▶ _Exercise brief_
Work out how many lines of the data below hold the string "Grosvenor". Answer with that number alone.

☆ ☆ ☆ ☆ ☆ ☆ ☆

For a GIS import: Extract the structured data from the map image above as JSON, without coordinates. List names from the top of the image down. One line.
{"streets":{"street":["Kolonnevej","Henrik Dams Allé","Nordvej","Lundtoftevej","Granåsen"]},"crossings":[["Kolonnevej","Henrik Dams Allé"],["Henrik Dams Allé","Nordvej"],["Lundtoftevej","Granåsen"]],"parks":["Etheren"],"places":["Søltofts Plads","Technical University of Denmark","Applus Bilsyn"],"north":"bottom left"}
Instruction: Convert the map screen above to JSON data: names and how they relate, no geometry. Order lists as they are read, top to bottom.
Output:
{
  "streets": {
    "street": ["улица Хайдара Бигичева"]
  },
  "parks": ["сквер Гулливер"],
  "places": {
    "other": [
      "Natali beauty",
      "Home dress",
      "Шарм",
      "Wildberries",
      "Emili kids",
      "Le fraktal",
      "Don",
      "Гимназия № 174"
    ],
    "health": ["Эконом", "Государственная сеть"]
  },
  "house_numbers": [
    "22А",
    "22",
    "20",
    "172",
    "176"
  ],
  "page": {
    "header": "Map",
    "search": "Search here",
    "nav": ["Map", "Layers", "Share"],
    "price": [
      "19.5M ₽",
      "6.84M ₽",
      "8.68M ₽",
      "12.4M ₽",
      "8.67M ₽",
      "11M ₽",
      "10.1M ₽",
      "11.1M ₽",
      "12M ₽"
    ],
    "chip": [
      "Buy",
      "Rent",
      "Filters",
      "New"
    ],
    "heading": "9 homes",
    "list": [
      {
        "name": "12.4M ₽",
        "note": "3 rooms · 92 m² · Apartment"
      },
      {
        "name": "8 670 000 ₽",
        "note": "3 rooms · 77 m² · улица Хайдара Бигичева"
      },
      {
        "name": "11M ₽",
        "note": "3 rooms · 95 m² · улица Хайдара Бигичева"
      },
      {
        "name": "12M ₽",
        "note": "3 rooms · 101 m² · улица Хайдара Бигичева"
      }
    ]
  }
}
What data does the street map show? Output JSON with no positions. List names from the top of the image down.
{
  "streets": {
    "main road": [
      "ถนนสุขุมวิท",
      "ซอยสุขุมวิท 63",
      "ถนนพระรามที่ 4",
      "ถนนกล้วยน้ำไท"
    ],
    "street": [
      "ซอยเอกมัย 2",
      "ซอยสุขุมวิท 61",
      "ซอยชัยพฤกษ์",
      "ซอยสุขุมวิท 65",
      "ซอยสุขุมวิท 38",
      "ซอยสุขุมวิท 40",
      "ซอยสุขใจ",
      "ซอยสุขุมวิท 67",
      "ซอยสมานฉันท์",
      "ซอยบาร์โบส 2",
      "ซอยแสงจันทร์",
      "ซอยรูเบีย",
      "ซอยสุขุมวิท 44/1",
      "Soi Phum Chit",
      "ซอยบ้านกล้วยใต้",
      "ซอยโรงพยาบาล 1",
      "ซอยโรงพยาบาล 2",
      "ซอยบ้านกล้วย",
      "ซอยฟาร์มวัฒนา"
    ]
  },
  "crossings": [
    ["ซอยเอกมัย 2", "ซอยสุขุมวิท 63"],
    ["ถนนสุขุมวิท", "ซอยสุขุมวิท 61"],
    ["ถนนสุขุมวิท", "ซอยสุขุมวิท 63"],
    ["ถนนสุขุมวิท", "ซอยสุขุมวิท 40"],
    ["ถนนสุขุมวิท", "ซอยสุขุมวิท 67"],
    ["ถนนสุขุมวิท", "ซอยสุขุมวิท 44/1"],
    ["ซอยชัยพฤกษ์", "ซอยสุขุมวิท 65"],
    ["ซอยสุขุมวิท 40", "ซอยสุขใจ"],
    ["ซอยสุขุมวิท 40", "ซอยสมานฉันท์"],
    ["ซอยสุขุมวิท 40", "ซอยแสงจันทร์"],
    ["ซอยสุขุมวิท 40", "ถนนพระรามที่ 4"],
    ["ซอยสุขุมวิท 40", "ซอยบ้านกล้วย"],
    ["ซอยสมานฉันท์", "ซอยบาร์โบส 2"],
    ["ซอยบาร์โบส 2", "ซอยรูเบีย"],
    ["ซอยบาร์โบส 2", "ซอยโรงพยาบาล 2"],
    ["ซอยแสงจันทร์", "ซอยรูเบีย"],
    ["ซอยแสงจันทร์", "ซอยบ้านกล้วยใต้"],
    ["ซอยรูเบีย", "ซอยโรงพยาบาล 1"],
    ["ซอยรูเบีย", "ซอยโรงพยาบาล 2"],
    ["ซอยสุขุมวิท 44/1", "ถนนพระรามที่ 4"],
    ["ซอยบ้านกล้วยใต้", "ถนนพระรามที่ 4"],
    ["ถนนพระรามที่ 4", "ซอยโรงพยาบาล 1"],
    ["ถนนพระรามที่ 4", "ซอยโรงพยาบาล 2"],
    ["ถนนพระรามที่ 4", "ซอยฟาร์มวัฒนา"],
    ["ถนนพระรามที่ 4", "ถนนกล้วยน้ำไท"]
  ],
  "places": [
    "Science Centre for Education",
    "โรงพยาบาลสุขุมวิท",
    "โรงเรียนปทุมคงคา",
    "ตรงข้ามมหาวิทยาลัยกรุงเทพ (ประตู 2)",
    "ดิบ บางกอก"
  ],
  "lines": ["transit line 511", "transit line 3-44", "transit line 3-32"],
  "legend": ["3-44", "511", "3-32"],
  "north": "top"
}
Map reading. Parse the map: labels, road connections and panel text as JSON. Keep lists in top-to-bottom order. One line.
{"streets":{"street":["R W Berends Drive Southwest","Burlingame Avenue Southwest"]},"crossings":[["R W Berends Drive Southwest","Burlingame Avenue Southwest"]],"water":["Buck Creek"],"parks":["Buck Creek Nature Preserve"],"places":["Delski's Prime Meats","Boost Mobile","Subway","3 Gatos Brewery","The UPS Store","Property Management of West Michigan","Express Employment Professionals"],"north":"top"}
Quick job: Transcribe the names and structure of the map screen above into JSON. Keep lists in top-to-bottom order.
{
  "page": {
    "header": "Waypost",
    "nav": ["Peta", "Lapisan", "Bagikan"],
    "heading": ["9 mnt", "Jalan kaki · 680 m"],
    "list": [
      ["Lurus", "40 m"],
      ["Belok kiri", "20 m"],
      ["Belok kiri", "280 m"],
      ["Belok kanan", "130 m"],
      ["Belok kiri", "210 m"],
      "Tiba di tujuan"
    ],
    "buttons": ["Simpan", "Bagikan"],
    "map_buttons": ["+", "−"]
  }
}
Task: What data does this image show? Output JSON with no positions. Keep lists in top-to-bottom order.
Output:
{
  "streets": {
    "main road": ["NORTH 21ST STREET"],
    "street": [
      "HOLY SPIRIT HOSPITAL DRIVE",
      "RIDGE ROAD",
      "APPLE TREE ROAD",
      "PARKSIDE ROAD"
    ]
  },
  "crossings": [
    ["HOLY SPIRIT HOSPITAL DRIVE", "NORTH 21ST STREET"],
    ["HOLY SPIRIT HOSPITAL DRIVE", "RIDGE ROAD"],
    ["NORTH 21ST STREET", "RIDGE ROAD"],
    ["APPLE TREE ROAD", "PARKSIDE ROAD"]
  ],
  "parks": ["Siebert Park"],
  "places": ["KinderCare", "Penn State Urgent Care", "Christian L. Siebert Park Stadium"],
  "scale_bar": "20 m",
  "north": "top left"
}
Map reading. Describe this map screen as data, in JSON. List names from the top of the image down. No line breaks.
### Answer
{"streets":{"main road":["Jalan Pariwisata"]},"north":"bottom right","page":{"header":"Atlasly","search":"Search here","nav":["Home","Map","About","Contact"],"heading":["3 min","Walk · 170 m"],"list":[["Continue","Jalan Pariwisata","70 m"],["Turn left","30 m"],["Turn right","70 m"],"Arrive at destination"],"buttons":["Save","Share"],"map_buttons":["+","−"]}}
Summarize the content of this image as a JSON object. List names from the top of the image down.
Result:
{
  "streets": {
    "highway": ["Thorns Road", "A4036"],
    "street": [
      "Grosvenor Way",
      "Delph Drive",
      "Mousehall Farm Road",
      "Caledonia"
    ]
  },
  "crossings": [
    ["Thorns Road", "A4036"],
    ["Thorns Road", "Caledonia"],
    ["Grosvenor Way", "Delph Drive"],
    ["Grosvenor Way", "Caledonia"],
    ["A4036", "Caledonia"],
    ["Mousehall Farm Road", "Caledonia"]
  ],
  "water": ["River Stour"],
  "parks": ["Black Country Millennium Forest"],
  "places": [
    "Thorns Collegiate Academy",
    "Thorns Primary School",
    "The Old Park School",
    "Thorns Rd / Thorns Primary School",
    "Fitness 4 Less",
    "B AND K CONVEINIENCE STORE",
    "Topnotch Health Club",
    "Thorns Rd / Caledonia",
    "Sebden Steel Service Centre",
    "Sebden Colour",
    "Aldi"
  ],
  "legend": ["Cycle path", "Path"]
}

☆ ☆ ☆ ☆ ☆ ☆ ☆

▶ _Problem solution_
3